**Data to use**
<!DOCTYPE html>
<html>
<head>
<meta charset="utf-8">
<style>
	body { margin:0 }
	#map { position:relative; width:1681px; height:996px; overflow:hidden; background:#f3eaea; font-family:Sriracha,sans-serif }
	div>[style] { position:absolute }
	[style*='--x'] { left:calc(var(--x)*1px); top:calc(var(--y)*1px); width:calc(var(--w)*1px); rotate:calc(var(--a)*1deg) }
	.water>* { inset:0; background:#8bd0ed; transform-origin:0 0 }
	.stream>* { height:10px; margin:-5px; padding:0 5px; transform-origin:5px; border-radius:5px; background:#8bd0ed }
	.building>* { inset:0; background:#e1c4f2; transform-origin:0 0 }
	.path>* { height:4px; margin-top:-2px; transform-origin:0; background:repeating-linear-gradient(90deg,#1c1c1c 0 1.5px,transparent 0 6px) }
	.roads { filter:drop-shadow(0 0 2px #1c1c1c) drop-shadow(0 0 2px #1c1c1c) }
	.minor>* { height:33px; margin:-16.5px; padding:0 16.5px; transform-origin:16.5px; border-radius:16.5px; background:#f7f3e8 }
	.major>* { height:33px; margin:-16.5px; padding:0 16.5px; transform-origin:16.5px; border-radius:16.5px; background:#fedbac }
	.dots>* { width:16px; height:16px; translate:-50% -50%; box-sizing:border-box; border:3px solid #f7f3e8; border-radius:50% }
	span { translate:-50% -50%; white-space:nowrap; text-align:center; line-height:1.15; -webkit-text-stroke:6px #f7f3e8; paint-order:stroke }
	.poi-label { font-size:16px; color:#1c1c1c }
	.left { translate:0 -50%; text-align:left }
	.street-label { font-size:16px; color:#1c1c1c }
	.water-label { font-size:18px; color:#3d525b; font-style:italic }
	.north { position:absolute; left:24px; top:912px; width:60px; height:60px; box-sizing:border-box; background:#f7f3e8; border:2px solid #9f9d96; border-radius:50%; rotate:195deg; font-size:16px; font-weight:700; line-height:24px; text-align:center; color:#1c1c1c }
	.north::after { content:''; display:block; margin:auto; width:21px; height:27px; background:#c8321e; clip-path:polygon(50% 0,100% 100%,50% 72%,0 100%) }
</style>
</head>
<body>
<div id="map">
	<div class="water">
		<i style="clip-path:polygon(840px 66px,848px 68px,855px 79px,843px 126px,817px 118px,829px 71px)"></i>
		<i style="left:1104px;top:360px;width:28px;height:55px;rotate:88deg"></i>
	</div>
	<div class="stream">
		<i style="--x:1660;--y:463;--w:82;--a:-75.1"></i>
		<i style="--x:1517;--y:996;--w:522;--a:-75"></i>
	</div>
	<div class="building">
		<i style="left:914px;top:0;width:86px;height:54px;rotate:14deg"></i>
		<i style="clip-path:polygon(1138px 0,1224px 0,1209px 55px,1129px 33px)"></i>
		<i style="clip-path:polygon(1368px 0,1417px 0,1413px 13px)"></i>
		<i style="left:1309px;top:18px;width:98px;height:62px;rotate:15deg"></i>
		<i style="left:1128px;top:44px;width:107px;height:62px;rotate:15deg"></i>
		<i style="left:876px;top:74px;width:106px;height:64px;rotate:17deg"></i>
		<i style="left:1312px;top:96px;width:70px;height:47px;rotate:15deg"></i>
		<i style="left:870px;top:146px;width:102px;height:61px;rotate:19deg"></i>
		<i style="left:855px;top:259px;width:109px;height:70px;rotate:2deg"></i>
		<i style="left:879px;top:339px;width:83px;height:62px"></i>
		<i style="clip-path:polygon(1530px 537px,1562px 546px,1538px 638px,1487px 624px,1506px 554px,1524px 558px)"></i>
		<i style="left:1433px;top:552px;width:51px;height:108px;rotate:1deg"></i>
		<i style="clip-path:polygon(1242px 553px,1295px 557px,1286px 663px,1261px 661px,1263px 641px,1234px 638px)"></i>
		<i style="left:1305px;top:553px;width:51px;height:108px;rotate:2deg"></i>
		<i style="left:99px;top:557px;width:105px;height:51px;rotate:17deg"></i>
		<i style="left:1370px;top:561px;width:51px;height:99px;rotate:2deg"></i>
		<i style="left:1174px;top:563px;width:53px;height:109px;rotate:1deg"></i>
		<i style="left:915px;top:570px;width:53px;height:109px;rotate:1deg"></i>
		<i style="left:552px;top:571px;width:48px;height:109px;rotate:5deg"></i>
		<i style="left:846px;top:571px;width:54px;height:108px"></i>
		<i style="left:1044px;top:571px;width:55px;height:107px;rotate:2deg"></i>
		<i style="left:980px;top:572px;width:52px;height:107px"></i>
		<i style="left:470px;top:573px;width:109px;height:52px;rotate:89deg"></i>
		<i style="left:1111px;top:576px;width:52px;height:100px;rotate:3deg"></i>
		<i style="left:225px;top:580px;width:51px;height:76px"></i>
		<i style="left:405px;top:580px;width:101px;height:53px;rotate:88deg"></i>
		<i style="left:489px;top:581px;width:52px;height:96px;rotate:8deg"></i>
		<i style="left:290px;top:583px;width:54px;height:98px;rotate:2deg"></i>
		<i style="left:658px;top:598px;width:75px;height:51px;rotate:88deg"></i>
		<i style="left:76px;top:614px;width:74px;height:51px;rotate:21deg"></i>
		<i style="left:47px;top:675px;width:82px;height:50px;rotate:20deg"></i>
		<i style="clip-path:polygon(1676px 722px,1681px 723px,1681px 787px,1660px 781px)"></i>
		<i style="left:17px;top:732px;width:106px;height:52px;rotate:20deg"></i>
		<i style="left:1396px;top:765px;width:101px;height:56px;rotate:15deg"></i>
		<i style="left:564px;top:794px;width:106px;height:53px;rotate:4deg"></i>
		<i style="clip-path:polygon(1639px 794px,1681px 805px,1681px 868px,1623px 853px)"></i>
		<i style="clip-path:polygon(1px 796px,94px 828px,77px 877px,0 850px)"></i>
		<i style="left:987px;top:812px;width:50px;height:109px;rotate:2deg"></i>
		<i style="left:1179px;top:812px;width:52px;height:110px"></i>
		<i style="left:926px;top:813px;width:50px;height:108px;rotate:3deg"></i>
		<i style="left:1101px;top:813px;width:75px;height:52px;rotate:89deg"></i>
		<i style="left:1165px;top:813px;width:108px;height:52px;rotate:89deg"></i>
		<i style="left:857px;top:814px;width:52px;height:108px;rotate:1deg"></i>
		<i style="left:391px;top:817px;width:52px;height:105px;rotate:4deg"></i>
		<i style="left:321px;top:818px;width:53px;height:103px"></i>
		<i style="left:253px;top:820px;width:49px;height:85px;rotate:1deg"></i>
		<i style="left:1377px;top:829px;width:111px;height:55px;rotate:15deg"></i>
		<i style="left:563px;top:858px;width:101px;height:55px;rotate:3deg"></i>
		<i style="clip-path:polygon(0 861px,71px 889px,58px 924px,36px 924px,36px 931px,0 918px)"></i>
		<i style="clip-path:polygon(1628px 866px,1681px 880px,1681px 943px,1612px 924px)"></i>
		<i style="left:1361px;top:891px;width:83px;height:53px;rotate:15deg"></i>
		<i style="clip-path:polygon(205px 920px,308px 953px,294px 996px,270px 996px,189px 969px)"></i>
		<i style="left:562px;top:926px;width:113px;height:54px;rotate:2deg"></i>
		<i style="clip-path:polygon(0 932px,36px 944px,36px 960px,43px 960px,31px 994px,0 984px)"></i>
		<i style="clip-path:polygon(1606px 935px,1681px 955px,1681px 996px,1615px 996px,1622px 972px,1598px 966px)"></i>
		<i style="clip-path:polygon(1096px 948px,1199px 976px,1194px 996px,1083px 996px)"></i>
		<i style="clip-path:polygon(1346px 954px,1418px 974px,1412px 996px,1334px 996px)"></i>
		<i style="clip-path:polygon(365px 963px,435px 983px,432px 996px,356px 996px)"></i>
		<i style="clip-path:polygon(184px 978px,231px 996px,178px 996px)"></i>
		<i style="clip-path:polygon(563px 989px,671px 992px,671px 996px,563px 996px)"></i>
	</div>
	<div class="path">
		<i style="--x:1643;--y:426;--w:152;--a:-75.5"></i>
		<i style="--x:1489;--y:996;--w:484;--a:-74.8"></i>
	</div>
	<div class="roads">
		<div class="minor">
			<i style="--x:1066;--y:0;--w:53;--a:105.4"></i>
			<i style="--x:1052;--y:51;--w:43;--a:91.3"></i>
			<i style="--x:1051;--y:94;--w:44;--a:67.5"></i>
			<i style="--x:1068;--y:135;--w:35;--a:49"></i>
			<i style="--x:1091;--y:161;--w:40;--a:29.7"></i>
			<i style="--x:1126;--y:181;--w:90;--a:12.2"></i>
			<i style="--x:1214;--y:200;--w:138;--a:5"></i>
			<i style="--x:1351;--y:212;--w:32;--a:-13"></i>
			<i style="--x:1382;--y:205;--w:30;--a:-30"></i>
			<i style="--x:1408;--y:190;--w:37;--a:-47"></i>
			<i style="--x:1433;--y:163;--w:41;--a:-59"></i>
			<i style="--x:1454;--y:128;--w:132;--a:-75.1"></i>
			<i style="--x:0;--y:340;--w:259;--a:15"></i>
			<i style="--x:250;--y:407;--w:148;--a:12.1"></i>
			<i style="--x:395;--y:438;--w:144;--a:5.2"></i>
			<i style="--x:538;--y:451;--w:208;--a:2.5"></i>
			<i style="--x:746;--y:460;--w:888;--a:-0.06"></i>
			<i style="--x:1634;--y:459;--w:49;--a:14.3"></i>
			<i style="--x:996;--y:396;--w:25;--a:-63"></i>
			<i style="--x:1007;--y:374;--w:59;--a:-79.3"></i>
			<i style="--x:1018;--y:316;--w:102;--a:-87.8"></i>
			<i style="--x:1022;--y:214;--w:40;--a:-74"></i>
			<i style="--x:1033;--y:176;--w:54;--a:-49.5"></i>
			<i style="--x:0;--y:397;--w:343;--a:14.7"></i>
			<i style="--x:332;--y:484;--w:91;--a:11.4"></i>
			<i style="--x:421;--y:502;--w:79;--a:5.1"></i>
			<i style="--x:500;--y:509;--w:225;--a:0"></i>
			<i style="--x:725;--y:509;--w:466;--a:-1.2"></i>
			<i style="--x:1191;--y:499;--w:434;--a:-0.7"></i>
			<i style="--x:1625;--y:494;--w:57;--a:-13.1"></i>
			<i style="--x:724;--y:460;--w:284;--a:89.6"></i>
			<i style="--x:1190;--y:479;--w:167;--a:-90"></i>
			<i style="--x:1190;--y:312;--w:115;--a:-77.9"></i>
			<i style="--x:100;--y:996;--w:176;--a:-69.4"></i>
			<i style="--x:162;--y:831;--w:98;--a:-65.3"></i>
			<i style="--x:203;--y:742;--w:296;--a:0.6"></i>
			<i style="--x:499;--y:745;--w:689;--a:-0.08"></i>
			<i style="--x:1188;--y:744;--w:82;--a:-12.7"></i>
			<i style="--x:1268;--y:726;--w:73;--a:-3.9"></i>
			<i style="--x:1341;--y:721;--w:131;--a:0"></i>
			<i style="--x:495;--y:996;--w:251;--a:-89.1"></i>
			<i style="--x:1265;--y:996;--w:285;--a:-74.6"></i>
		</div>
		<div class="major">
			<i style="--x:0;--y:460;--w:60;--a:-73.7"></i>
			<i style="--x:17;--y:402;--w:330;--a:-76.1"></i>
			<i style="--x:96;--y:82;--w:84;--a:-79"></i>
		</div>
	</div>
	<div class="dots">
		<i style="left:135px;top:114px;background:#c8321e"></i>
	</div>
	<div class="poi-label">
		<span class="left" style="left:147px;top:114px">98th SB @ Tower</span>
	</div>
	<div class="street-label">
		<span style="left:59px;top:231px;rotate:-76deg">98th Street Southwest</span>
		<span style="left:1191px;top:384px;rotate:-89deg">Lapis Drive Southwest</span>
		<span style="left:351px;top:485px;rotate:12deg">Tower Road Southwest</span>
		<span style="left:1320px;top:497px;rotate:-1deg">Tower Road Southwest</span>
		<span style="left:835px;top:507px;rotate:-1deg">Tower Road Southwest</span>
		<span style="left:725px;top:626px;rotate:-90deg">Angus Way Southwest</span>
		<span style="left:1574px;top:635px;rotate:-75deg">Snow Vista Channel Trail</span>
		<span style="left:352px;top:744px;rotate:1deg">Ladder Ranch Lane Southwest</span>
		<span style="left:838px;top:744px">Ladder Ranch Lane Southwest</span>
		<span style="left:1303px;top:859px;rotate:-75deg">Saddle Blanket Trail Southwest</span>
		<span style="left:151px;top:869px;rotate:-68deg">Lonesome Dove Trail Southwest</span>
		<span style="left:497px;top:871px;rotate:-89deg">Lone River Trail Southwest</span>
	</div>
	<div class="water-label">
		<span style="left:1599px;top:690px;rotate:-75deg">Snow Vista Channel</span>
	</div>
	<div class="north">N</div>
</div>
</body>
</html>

**What is expected**
Search term "Vista": count the lines of the listing in which it appears, and give the number with nothing further.

**The completed task**
2